"Phil Parsons and HP Racing Fined in N.C. Workmen’s Comp case" The North Carolina Industrial Commission has levied fines against Phil Parsons and Randy Humphrey, owners of HP Racing, now Phil Parsons Racing, for failing to provide workers’ compensation insurance for most of the 2011 NASCAR Sprint Cup Series season. Parsons, who also works as a television analyst for SPEED, and Humphrey were also ordered to pay medical bills and wages to an HP Racing employee who suffered a work related injury last summer.
The North Carolina Industrial Commission, the state agency that handles disputed workers’ compensation claims when people get hurt on the job, determined that Parsons and Humphrey failed to have the proper workers’ compensation insurance from February 11, 2011 – October 27, 2011. Workers’ compensation insurance was obtained by HP Racing just five days before the claim was initially set to be heard before the Deputy Commissioner of the Industrial Commission. The Commission also determined that the HP Racing employee had sustained a compensable injury by accident during the non-insured period. The North Carolina Assistant Attorney General’s Office, Fraud Unit was also involved in the claim against HP Racing, Parsons and Humphrey.

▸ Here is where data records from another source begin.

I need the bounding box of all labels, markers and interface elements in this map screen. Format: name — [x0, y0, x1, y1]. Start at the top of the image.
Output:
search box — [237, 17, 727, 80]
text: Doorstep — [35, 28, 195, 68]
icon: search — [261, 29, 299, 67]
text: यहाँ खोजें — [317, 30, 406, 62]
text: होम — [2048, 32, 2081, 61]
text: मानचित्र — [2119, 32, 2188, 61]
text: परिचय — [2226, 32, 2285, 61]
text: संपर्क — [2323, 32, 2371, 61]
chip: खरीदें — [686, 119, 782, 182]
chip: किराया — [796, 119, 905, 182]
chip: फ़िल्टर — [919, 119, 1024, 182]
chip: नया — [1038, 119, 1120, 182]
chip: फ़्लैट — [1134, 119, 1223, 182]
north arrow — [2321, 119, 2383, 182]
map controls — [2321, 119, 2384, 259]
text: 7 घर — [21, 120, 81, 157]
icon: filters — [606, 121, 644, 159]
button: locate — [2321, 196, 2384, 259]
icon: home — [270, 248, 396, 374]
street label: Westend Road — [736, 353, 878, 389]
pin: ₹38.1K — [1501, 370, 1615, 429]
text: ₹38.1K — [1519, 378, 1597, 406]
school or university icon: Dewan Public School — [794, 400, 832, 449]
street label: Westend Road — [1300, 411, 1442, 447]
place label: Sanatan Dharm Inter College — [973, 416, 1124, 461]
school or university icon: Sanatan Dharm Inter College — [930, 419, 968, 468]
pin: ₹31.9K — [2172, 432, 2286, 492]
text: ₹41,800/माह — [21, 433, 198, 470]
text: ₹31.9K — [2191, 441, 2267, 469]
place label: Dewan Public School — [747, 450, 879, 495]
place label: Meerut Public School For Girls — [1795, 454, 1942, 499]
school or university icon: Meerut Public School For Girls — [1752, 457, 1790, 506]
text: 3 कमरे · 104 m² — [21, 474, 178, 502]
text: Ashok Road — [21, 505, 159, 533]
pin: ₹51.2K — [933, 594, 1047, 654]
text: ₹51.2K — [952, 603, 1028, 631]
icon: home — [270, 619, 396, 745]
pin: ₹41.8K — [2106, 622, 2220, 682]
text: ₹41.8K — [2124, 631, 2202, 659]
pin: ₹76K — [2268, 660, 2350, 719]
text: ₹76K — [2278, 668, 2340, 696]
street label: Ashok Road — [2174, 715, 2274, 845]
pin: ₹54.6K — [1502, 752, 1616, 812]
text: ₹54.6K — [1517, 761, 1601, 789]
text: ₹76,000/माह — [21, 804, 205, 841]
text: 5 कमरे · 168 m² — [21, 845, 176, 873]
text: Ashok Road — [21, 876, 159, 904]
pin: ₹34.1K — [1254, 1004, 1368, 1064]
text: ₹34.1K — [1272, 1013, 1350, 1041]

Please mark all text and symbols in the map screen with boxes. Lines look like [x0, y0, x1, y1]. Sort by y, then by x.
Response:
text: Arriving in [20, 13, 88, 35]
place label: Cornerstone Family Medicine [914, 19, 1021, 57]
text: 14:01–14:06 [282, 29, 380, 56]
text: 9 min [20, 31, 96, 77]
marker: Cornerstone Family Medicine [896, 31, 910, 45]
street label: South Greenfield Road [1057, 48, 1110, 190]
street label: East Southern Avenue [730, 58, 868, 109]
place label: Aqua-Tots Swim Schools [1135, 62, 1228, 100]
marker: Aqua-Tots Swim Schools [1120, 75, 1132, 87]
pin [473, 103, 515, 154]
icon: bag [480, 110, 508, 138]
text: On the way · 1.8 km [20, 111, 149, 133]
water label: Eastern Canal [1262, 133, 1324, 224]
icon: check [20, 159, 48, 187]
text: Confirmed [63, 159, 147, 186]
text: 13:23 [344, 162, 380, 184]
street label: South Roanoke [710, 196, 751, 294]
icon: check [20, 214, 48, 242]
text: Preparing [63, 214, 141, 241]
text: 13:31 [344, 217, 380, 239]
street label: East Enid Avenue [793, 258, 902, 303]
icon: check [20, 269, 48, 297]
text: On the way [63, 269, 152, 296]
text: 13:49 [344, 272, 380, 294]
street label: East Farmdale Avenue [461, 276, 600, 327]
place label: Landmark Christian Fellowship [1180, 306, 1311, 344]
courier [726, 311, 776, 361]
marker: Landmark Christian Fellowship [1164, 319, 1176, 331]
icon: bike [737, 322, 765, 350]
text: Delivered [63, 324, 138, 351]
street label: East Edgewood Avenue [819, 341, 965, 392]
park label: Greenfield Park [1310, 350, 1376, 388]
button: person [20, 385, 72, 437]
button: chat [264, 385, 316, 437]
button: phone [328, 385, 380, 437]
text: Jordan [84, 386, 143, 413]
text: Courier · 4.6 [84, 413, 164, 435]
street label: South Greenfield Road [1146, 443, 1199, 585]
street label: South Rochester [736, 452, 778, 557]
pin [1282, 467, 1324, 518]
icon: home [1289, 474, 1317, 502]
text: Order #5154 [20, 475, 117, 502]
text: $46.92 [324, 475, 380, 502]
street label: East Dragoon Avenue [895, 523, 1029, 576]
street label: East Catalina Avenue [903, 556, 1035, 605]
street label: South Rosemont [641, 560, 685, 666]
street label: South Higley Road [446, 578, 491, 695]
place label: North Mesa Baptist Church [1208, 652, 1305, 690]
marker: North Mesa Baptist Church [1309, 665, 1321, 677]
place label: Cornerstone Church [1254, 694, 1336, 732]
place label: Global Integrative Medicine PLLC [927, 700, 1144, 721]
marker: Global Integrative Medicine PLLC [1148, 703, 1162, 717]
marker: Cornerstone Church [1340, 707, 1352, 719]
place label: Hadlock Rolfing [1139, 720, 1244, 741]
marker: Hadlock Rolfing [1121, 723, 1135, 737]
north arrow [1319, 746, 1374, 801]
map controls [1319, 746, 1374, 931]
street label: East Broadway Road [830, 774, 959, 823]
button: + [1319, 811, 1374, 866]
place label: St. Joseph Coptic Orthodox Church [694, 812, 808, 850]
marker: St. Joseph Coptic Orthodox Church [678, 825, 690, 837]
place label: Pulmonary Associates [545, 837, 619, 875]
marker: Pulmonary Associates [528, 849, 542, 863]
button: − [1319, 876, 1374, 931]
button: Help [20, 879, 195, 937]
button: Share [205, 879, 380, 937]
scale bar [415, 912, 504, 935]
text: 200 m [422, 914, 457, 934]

HP Racing competed in the NASCAR Sprint Cup Series in 2011, entering driver Michael McDowell in 32 events and earning over $2.4 million in race winnings. The team changed names in 2012, becoming Phil Parsons Racing, a joint effort between Parsons, Whitney Motorsports and new partner Mike Curb, owner of Curb Records. Humphrey formed his own team for 2012, joining forces with Mark Smith to form Humphrey Smith Racing, fielding cars in the NASCAR Sprint Cup Series for driver Mike Bliss.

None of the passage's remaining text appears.